New Delhi: Almost 250 million adults consume smokeless tobacco in India and 10 other countries in WHO's South-East Asia Region, accounting for 90 per cent global smokeless tobacco users, according to WHO.
The world health body said the figure is in addition to 250 million smokers in the region.
Given the high number of users and serious health consequences of tobacco use, nations in the region have set a target for 30 per cent reduction in prevalence of current tobacco use by persons over 15 years age.
The WHO said oral cancer is the most common cancer caused by smokeless tobacco and the SE-Asia Region carries the highest burden of oral cancer with over 95,000 oral cancer cases each year.
International Agency for Research on Cancer (IARC) said over half of all oral cancers in Asia are caused by tobacco.
Oral cancer affects the poor, who have a greater exposure to smokeless tobacco.
Studies in Bangladesh, India, Indonesia, Sri Lanka and Thailand have shown that both smoking and use of smokeless tobacco are more prevalent among the less educated and illiterate population.
Smokeless tobacco is associated with a 2–4 times increase in risk for cardiovascular diseases. Asian studies indicate that mortality risk for women who consume smokeless tobacco is higher than that for men.
Use of smokeless tobacco in pregnancy is linked to stillbirths and has 2–3 times higher risk of low birth weight babies.
"Use of smokeless tobacco is rampant in South East Asia.
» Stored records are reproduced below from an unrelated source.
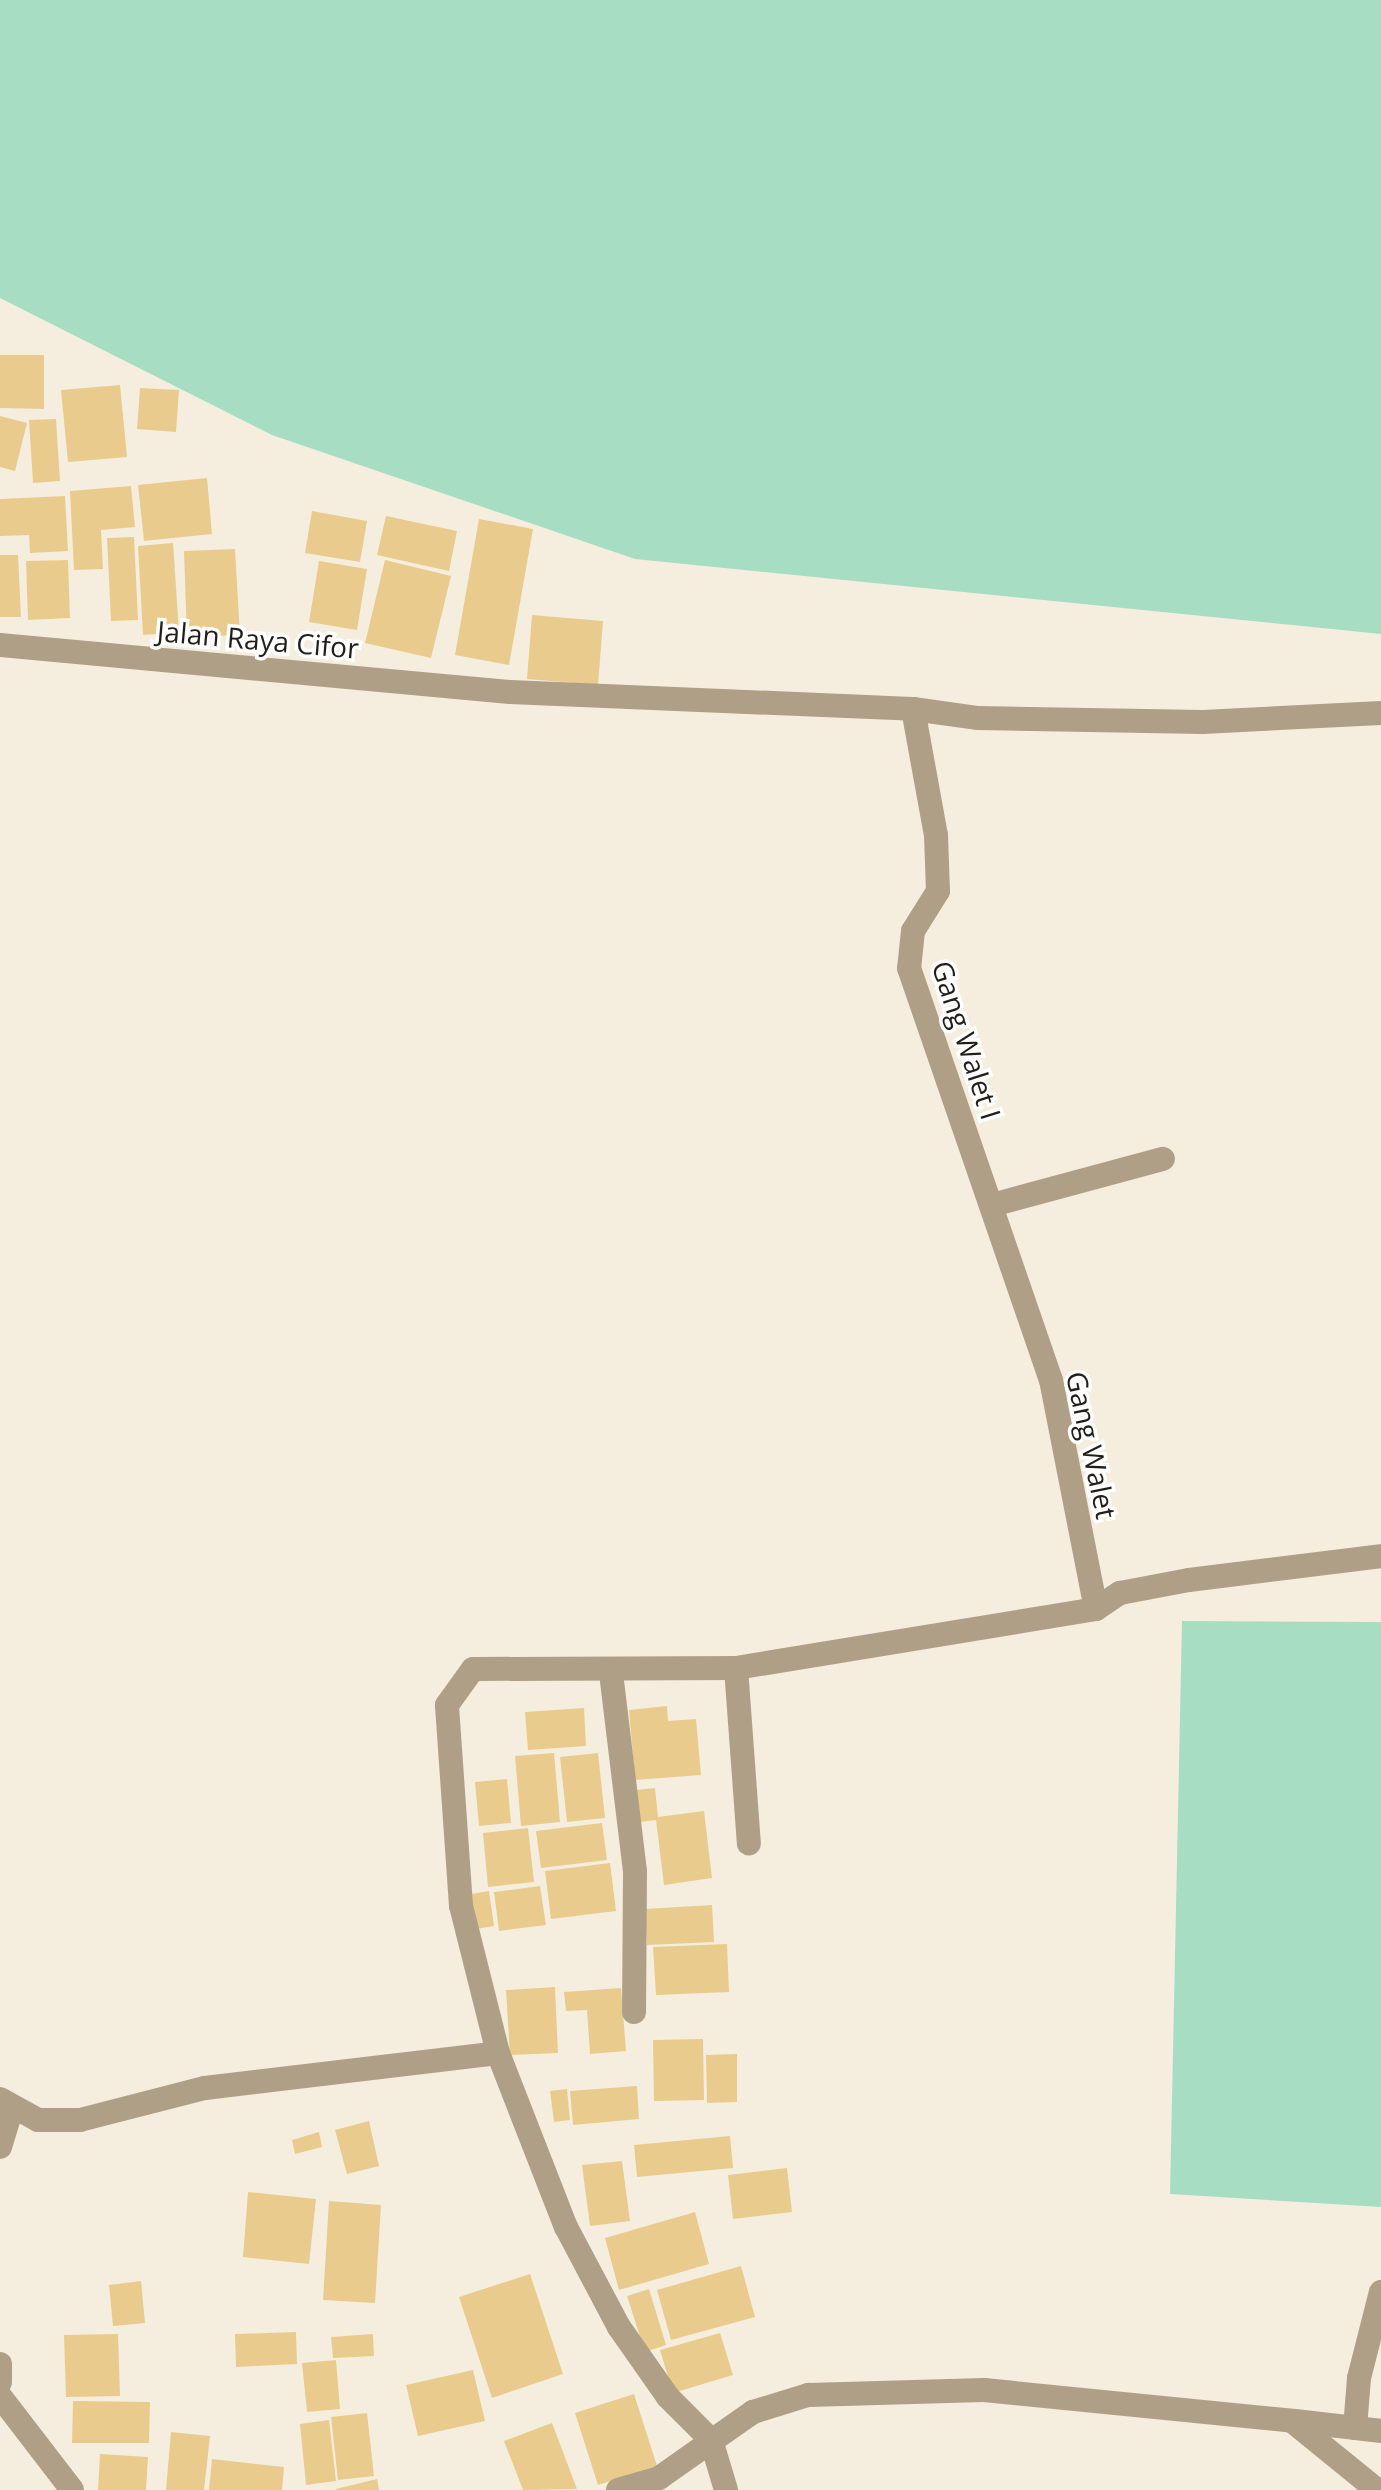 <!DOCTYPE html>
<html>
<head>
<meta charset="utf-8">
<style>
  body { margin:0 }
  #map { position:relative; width:1381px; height:2490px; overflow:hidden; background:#f5eede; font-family:"Open Sans",sans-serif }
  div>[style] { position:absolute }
  .green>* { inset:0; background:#a7dec3 }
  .building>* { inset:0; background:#e9cc8d }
  .lane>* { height:24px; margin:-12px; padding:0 12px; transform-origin:12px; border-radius:12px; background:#b09f87 }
  .street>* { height:24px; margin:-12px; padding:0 12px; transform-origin:12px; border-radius:12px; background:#b09f87 }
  span { translate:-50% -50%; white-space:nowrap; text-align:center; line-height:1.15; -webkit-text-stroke:7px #fff; paint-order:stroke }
  .street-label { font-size:28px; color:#211e19 }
</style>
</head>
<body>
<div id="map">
  <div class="green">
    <div style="clip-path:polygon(0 0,1381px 0,1381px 634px,635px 559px,272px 435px,0 298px)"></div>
    <div style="clip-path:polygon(1182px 1621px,1381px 1622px,1381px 2207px,1170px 2194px)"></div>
  </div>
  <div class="building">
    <div style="clip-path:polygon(0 355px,44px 355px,44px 409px,0 408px)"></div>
    <div style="clip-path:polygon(120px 385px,127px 457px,68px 462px,61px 390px)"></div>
    <div style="clip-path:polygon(140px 388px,179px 390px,176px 432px,137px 429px)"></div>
    <div style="clip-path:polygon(0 416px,27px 423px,15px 471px,0 467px)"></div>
    <div style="clip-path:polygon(56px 419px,60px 481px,33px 483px,29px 420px)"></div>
    <div style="clip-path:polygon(207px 478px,212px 534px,144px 541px,138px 485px)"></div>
    <div style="clip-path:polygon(131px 486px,135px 527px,101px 530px,103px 569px,74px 570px,70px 491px)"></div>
    <div style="clip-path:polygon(65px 496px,68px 551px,30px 553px,29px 535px,0 536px,0 499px)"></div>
    <div style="clip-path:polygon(312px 511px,367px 521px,360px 562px,305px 553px)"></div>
    <div style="clip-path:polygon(386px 516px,457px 531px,449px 571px,377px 555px)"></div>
    <div style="clip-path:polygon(479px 519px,533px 529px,509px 665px,455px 655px)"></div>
    <div style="clip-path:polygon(134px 537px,138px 620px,111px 621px,107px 538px)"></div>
    <div style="clip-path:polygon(173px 543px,179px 632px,143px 635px,138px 546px)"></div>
    <div style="clip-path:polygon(235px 549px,240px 635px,187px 637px,184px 551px)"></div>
    <div style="clip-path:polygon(0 555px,18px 555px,21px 617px,0 617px)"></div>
    <div style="clip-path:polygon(68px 560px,70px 618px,28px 620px,26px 561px)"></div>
    <div style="clip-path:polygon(385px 560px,451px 576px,431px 658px,365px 643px)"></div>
    <div style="clip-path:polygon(319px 561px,367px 569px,357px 630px,309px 622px)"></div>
    <div style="clip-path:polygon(532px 615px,603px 621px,598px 685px,527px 679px)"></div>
    <div style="clip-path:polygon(667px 1706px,668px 1721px,696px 1719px,701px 1775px,635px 1780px,629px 1710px)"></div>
    <div style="clip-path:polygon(584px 1708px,586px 1746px,528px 1750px,525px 1712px)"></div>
    <div style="clip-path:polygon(554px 1753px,560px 1822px,521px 1826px,515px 1756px)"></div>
    <div style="clip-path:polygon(598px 1753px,605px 1818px,567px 1822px,560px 1757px)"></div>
    <div style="clip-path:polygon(507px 1779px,511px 1823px,479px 1826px,475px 1782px)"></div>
    <div style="clip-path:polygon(655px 1788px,658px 1817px,704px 1811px,712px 1878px,664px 1885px,656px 1820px,640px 1822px,636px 1790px)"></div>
    <div style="clip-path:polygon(602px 1823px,607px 1860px,541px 1868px,536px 1831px)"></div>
    <div style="clip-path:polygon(528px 1828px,534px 1882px,488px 1887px,483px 1833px)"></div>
    <div style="clip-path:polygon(610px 1863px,616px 1911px,551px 1919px,545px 1871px)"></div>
    <div style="clip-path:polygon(540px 1886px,546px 1925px,499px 1931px,494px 1892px)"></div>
    <div style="clip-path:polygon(489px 1891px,494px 1926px,476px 1929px,471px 1894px)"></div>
    <div style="clip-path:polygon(712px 1905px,714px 1942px,647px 1945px,645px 1909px)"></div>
    <div style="clip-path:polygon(727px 1944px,729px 1992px,656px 1995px,653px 1947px)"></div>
    <div style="clip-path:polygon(555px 1987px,558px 2053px,510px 2055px,506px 1990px)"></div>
    <div style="clip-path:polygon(621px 1988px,626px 2051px,590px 2054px,587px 2010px,566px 2011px,564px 1992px)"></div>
    <div style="clip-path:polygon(703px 2039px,704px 2100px,654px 2101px,653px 2040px)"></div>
    <div style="clip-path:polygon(737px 2054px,737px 2102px,707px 2103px,706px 2055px)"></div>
    <div style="clip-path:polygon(637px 2086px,639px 2119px,573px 2125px,570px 2091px)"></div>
    <div style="clip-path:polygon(567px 2089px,570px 2120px,554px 2122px,550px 2091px)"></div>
    <div style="clip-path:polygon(369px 2121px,379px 2166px,347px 2174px,335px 2130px)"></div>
    <div style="clip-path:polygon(319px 2132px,322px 2147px,295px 2154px,292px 2140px)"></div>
    <div style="clip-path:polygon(730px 2136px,733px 2168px,637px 2177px,634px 2145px)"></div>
    <div style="clip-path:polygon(622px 2161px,630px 2221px,590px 2226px,582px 2165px)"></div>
    <div style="clip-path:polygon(787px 2168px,792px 2212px,733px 2219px,728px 2175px)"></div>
    <div style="clip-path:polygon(248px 2192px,316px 2199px,309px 2264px,243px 2257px)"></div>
    <div style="clip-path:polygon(329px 2201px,381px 2205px,375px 2303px,323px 2300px)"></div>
    <div style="clip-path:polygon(695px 2212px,709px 2264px,619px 2290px,605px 2238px)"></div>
    <div style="clip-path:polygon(741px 2266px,755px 2317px,671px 2340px,657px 2290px)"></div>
    <div style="clip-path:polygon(530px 2274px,563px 2374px,492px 2398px,459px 2297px)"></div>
    <div style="clip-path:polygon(141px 2281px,145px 2323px,113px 2326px,109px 2285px)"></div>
    <div style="clip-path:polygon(649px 2289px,666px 2345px,645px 2352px,627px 2296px)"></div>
    <div style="clip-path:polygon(296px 2332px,297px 2364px,236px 2367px,235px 2334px)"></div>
    <div style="clip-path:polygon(720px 2333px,733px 2375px,673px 2393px,660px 2350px)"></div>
    <div style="clip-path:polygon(118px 2334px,120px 2396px,66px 2397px,64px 2335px)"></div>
    <div style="clip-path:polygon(373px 2334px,374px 2356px,333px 2358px,331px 2337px)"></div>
    <div style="clip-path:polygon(336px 2360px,340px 2409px,307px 2412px,302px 2363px)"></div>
    <div style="clip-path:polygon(473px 2370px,485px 2421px,418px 2436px,406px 2385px)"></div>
    <div style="clip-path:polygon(634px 2394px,657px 2466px,598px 2485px,575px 2413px)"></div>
    <div style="clip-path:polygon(73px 2401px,150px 2402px,149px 2443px,72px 2443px)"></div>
    <div style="clip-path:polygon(367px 2413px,374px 2476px,338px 2480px,331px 2417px)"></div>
    <div style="clip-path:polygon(329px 2420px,336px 2481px,306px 2485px,300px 2424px)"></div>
    <div style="clip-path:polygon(552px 2423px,577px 2489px,523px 2490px,504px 2441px)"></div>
    <div style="clip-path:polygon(171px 2432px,210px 2436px,204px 2490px,166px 2490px)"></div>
    <div style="clip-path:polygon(100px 2454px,148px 2457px,146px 2490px,98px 2490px)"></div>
    <div style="clip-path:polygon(212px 2459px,284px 2467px,282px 2490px,209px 2490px)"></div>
    <div style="clip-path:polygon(377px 2479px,379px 2490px,336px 2490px,336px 2489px)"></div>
  </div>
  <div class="lane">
    <div style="left:736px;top:1668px;width:176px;rotate:85.8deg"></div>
  </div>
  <div class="street">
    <div style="left:0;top:645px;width:512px;rotate:5.27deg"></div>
    <div style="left:510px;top:692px;width:403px;rotate:2.4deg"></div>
    <div style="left:913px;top:709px;width:66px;rotate:7.9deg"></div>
    <div style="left:978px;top:718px;width:225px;rotate:1deg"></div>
    <div style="left:1203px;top:722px;width:178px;rotate:-2.9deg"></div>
    <div style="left:913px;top:709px;width:128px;rotate:79.7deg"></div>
    <div style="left:936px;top:835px;width:56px;rotate:88deg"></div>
    <div style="left:938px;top:891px;width:47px;rotate:122deg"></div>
    <div style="left:913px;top:931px;width:37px;rotate:96deg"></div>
    <div style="left:909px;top:968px;width:436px;rotate:71deg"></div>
    <div style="left:1051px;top:1380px;width:233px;rotate:78.9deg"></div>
    <div style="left:992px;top:1205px;width:177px;rotate:-15.1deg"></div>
    <div style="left:611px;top:1673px;width:200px;rotate:83.1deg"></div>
    <div style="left:635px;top:1872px;width:140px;rotate:90.4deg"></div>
    <div style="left:498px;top:2053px;width:152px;rotate:-104.1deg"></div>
    <div style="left:461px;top:1906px;width:201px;rotate:-94deg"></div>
    <div style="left:447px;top:1705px;width:44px;rotate:-54.2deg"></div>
    <div style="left:473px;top:1669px;width:263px;rotate:-0.2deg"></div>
    <div style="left:736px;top:1668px;width:365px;rotate:-9.3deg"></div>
    <div style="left:1096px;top:1609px;width:29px;rotate:-34deg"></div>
    <div style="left:1120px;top:1593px;width:70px;rotate:-10.7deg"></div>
    <div style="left:1189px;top:1580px;width:193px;rotate:-7.1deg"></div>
    <div style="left:0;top:2099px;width:43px;rotate:28.9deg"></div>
    <div style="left:38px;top:2120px;width:42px"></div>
    <div style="left:80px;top:2120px;width:129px;rotate:-14.4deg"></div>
    <div style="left:205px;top:2088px;width:295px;rotate:-6.8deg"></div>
    <div style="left:498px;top:2053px;width:187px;rotate:68.7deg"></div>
    <div style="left:566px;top:2227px;width:113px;rotate:62.1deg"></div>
    <div style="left:619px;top:2327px;width:85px;rotate:55deg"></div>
    <div style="left:668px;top:2397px;width:61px;rotate:45deg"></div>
    <div style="left:711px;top:2440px;width:52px;rotate:73.3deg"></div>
    <div style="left:0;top:2147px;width:39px;rotate:-73deg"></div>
    <div style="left:0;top:2364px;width:18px;rotate:90deg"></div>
    <div style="left:0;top:2396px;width:118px;rotate:52.5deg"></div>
    <div style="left:1295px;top:2421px;width:87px;rotate:6.6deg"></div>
    <div style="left:1355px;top:2428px;width:50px;rotate:-85.4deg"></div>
    <div style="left:1359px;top:2378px;width:89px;rotate:-75.7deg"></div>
    <div style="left:618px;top:2490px;width:43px;rotate:-16.3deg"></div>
    <div style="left:659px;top:2478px;width:115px;rotate:-35.1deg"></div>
    <div style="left:753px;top:2412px;width:58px;rotate:-17.2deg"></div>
    <div style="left:808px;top:2395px;width:176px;rotate:-1.6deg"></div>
    <div style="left:984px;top:2390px;width:310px;rotate:5.7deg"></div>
    <div style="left:1292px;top:2421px;width:109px;rotate:39.1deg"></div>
  </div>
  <div class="street-label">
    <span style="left:258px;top:639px;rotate:5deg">Jalan Raya Cifor</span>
    <span style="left:967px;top:1040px;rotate:72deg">Gang Walet I</span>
    <span style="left:1092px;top:1445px;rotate:78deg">Gang Walet</span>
  </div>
</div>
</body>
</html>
Lack of public awareness and incomplete knowledge about the harmful effects of smokeless tobacco are powerful obstacles in creating effective tobacco control policies," WHO Regional Director (South-East Asia) Samlee Plianbangchang said.
The WHO said a study of health care costs attributable to tobacco in India estimated that in 2004, the direct medical costs of treating smokeless tobacco-related diseases amounted to USD 285 million.
The indirect morbidity costs of smokeless tobacco use which includes the cost of caregivers and value of work loss due to illness amounted to USD 104 million. Thus the total cost of diseases caused by smokeless tobacco use was USD 389 million (about Rs 1,790 crore) in 2004, the world body said.
While many people are aware that tobacco is dangerous, the majority of users are not aware about the lethal connection between chewing tobacco and fatal diseases like cancers or that product like betel quid or mishri or gutka are dangerous.
About misinformation of chewing tobacco, WHO said many use it to cleanse teeth, as a breath freshener, for toothache, to relieve gastric disturbances, to ease abdominal pain to relieve stress and even as an antidote for morning sickness.
This lack of awareness likely contributes to the low number of quit attempts for smokeless tobacco users in the Region, it said, adding that the percentages of users who made a quit attempt in the past year was very low in Bangladesh 29 per cent, India 35 per cent and Thailand 22 per cent.
The Framework Convention on Tobacco Control (FCTC) has been ratified by all countries in WHO's South-East Asia Region except Indonesia.
Some commendable legislative actions for tobacco control include the government's decision to increase pictorial warning sizes to cover 85 per cent of the front and back of the cigarette packets in Thailand and 45 per cent in Sri Lanka.
It said revenue earned through increase taxes and pricing policies for tobacco products have been effectively used in many countries to help reduce tobacco consumption.